## Exercise aim
Restate word for word the lines of the records below, starting at the line that contains "const ctx = document.querySelector('canvas').getContext('2d');" and ending at the line that contains "ctx.strokeStyle = color;", with both of those lines included and nothing else.
◇ ◇ ◇ ◇
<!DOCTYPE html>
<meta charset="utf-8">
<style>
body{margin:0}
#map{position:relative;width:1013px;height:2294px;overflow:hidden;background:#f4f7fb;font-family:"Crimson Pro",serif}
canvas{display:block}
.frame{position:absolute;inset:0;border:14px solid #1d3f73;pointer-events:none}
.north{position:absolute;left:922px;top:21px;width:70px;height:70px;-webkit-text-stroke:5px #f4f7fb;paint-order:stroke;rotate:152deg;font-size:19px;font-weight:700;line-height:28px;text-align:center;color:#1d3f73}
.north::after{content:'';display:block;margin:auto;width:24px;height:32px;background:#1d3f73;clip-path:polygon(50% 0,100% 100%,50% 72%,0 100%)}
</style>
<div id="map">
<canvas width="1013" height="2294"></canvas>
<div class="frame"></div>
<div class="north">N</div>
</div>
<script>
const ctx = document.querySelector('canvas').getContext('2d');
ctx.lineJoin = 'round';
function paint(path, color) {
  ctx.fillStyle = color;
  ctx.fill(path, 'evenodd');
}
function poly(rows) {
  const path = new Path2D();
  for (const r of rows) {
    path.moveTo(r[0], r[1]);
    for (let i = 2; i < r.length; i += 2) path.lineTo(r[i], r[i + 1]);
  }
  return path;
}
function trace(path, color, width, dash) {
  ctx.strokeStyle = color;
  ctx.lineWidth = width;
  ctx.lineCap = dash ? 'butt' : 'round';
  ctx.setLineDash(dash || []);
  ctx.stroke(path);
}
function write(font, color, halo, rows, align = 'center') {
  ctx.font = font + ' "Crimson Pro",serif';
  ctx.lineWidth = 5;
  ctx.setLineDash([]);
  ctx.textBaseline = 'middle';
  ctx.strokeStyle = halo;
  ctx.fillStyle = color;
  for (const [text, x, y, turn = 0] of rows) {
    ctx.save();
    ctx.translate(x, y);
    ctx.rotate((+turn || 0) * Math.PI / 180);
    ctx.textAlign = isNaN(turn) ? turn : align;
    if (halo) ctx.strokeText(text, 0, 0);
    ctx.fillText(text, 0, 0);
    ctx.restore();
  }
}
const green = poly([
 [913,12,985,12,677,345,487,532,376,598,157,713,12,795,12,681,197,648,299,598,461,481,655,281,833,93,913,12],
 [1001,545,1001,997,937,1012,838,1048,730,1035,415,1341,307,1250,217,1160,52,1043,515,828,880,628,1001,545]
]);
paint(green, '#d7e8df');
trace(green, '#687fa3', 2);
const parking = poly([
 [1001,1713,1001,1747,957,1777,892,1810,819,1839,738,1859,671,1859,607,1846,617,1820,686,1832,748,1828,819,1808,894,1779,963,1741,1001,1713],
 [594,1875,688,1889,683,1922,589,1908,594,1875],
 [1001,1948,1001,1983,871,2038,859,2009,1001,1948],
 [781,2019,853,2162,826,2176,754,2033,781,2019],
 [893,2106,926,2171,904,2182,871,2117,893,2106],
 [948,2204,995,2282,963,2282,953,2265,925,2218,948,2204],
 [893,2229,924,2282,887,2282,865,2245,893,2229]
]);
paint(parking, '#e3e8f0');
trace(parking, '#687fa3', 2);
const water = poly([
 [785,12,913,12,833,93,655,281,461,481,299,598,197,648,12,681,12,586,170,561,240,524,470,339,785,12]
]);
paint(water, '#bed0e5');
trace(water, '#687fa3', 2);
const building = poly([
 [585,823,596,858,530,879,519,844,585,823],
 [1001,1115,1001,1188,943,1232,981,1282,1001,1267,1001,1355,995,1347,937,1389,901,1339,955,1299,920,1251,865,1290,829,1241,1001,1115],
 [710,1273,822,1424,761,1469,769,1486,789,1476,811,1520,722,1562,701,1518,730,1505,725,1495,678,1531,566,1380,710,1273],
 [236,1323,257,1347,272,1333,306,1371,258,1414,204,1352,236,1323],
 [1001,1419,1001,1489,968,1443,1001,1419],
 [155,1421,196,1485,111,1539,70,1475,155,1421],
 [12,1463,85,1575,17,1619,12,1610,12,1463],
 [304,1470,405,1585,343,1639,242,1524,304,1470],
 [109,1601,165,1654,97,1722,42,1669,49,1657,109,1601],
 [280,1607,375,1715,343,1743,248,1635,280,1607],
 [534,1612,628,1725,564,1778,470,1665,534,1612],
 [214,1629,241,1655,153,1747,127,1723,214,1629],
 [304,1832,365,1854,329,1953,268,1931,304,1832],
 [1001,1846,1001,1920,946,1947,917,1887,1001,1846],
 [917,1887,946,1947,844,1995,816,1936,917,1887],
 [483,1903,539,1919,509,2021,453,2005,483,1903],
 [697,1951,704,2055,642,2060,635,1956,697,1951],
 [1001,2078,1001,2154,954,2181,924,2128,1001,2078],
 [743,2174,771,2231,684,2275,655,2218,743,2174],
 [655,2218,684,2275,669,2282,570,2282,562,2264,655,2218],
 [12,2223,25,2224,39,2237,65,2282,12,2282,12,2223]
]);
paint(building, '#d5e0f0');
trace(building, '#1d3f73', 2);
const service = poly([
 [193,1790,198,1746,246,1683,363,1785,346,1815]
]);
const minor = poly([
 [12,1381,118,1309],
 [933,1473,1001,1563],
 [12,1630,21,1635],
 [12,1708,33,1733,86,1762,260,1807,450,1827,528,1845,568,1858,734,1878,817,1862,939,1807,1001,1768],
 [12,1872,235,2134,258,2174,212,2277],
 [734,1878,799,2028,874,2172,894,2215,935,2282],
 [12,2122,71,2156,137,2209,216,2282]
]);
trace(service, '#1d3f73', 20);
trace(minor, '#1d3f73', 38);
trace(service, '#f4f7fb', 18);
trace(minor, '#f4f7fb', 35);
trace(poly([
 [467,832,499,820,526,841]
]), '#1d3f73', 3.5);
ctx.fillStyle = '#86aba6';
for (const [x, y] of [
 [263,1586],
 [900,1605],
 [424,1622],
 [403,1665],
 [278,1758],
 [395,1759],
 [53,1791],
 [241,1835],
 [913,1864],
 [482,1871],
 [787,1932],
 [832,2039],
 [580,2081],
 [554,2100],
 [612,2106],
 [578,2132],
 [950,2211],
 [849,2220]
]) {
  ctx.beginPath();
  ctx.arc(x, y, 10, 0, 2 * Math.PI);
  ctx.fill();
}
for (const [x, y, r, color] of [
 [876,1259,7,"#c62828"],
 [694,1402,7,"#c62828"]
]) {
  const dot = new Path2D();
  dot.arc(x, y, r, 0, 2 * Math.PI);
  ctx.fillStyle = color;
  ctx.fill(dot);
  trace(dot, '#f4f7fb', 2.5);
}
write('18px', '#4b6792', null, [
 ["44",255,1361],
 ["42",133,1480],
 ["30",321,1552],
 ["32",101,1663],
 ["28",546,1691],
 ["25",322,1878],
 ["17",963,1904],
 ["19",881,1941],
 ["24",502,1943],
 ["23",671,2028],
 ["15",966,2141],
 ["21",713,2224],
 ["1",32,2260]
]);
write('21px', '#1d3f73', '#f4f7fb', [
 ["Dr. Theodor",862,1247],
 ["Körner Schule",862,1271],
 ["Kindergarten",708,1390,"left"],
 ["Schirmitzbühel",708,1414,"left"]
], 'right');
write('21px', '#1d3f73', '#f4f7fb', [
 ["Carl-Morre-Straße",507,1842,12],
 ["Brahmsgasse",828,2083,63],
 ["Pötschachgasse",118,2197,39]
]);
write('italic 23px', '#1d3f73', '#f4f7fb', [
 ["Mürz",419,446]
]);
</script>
◇ ◇ ◇ ◇
## Result
const ctx = document.querySelector('canvas').getContext('2d');
ctx.lineJoin = 'round';
function paint(path, color) {
  ctx.fillStyle = color;
  ctx.fill(path, 'evenodd');
}
function poly(rows) {
  const path = new Path2D();
  for (const r of rows) {
    path.moveTo(r[0], r[1]);
    for (let i = 2; i < r.length; i += 2) path.lineTo(r[i], r[i + 1]);
  }
  return path;
}
function trace(path, color, width, dash) {
  ctx.strokeStyle = color;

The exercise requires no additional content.